He recalls: ‘Right before my move I went to visit a friend who had lived in China for five years and really loved the culture. One of the questions I asked him was, ‘what do the Chinese people really care about?’ He thought a moment and then said, ‘Well three things: first, himself (or herself); second, himself; and third himself.’

‘Of course, I refused to believe him,’ adds Mr. Canon. But, on arriving and working in China, he realised that his friend’s comment had some truth to it. He explains, ‘There is an intense self-interest - more important than company, community or nation. During the cultural revolution, when family members and neighbours turned against each other, the Chinese learned that in the end you only have yourself.’ Mr. Canon also believes that the one-child policy has had a major effect on the younger generation, who are accustomed to being treated like ‘little emperors’. And these two triggers of excessive individualism are exacerbated by a third: mass migration to big cities, which has unravelled family and community ties over several decades.

Guanyu said...

Wei Chen, a Chinese manager now living in Paris and working in the luxury goods sector, has a different explanation for her country’s new-found individualism: namely, its suppression for many generations. She explains: ‘Traditional Chinese culture is deeply rooted in in-group harmony. As a child I was punished for stepping out of the box and told to ‘be average’. But we have left this mentality with a passion. In China, we are so eager to move ahead. Westerners often feel our style is pushy and aggressive.’

The explanations may be many and various, but the practical implications are the same. Western executives with Chinese colleagues and business associates have to moderate their expectations, sometimes to the point of vigilance. As Mr. Canon puts it, ‘To take a hypothetical example from my business, someone who is looking out for their immediate self-interest might approve sub-standard drugs for short-term profit. One day, when people get sick, they know there could be ramifications, but they’re not thinking about the future any more than about anyone else.’ This brings us to our second myth - that the Chinese are long-term thinkers.

Myth 2 - long-termism

‘In the West, we spend time trying to predict the future and getting it wrong. In China no one thinks about the future,’ observes Frederic Maury, a French business leader in the technical services industry. This is certainly not the story that cross-cultural theoreticians tell. Yet the practitioners we interviewed were unanimous that the Chinese speed of execution is extraordinary.

Michael Drake, a British logistics executive says: ‘My diary is full of appointments for a month ahead.
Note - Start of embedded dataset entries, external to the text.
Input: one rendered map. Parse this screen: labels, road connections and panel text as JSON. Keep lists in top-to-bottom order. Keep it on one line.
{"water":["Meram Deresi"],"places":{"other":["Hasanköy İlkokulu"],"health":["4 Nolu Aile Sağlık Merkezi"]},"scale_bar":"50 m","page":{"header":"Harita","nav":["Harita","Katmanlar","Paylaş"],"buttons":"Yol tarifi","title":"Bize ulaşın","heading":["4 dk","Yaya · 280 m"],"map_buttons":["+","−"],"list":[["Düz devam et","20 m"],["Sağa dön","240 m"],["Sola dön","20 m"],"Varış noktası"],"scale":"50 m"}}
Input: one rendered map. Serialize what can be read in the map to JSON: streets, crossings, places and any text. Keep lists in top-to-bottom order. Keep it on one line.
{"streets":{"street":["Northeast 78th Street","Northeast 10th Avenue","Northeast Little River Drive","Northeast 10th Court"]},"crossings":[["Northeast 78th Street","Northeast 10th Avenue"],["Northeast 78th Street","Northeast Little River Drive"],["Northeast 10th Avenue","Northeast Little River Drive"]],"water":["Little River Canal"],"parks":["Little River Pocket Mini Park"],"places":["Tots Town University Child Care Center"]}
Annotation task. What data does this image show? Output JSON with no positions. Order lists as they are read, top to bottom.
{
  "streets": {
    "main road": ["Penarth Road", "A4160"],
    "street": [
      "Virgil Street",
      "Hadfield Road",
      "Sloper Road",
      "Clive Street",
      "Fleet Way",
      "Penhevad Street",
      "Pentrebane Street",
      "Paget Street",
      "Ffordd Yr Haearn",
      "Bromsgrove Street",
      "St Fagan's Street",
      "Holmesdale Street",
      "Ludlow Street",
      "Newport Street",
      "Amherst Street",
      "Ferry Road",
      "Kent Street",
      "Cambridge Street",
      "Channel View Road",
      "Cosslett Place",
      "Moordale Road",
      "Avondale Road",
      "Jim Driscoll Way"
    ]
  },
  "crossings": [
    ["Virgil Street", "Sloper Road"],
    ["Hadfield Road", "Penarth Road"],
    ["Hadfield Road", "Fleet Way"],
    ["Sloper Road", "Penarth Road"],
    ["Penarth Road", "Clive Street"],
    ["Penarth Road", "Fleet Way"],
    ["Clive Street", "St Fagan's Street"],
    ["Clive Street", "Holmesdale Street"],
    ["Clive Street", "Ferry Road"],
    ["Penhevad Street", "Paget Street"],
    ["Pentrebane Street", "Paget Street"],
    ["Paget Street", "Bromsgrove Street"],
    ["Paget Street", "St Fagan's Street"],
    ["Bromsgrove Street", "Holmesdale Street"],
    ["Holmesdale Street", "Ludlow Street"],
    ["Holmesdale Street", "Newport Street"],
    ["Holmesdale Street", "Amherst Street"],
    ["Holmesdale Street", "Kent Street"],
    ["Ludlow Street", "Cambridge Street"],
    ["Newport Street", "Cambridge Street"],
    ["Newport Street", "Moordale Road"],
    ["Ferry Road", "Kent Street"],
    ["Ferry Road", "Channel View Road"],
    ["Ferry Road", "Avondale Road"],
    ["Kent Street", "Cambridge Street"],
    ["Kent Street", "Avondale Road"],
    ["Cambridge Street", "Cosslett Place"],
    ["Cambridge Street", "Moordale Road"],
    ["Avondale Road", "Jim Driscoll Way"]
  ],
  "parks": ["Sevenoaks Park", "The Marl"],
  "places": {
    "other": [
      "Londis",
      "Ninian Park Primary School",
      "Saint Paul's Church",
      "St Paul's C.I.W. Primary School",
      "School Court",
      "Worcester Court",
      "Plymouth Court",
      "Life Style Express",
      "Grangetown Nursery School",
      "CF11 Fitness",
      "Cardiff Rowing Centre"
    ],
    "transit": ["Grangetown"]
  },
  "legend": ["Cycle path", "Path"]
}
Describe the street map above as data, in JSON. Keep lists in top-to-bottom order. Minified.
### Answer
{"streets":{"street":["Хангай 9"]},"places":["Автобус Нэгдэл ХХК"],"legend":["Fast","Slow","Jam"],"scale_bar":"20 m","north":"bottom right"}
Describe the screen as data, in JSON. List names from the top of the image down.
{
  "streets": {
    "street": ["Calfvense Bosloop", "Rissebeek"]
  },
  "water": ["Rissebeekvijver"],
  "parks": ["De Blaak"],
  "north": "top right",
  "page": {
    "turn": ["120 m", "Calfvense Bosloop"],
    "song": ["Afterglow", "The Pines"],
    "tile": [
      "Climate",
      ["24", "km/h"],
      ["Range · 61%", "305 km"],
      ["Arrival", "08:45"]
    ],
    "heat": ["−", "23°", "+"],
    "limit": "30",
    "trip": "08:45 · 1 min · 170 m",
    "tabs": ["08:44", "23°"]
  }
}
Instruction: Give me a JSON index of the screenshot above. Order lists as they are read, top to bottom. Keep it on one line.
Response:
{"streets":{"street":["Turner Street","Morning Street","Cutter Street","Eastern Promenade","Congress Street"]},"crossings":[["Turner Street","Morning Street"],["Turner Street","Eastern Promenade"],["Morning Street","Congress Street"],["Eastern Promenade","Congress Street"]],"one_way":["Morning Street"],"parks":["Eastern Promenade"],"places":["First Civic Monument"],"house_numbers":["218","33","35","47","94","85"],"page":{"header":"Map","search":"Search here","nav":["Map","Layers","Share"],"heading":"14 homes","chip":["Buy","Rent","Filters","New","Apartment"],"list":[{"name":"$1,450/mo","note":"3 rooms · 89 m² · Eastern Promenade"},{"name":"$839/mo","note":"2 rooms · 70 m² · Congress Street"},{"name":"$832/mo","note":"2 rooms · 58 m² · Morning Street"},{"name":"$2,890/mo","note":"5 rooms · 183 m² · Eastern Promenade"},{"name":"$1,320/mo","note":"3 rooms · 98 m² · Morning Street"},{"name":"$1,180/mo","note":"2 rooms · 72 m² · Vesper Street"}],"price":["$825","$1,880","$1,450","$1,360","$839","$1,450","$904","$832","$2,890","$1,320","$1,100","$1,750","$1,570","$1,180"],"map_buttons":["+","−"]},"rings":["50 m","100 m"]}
But for many local business people everything is ad hoc and on the fly.’ One European interviewee, who has worked for the World Bank in China for over 10 years concludes: ‘They are amazing at ad hoc logistics. I’ve attended dozens if not hundreds of workshops in China, and not one has gone according to plan. Things change the night before: speakers, topics, even venues. But it always ends up working out fine. They are extremely flexible, and you just do the same.’

Isn’t there an old Western proverb that when in Rome, do as the Romans? Marco Gentili, an Italian executive from the industrial machinery business who has lived in Shanghai for over a decade, gives exactly this advice to fellow-Romans coming to China: ‘The Chinese will often pop in to see you with no appointment. This used to make me angry, as I felt they didn’t respect my time. But now I’ve learned I can do this too. If I have 30 minutes to spare, I just make a quick call from a taxi and visit someone working in the area.’

Sometimes only a small adjustment in behaviour is required to get the most out of the prevailing short-termism. Take responding to e-mails, for example. In the US, the generally accepted delay in answering a client e-mail is 24 hours. In Europe, two or three days may be considered speedy. But in China, the appropriate window seems to be much shorter. As Pieter de Waart, a Dutch manager for an industrial manufacturing company explains: ‘Speed is king. If you send an e-mail, expect a response that same day, if not the same morning. Conversely, the Chinese are often very frustrated when a European takes several days to respond.’ You don’t necessarily have to supply a full response here and now. An e-mail simply stating that further information will follow in the next day or so is usually enough - and little trouble, even to the most stressed expat exec.

Guanyu said...

Another tip applies particularly to Westerners managing Chinese employees. Over to Pieter de Waart again. ‘If you ask someone to do something, you’d better be careful!’ he warns. ‘They won’t say, ‘OK, if I do that, I can’t finish this.’ Instead, they’ll just drop what they’re doing for the new task. So, if you want them to do something by Friday, don’t tell them now. Put it in your own diary to tell them on Thursday.’ In other words, you have to adopt a ‘just-in-time’ management style to match the culture you’re working in.

Of course, short-term thinking and lack of planning can be a high-risk strategy. But this doesn’t seem to bother the Chinese, most of whom haven’t read the mass of academic literature insisting that theirs is a low-risk culture. This, then, is our third and final myth to dispel.

Myth 3 - risk aversion

As Michael Drake puts it: ‘In the West we like to debate something, print it out, debate it again, do some analysis. But in China it’s, ‘Right, we’ve decided, boom, off we go!’ The behaviour he describes is obviously risky, but it’s a recurring theme of our research.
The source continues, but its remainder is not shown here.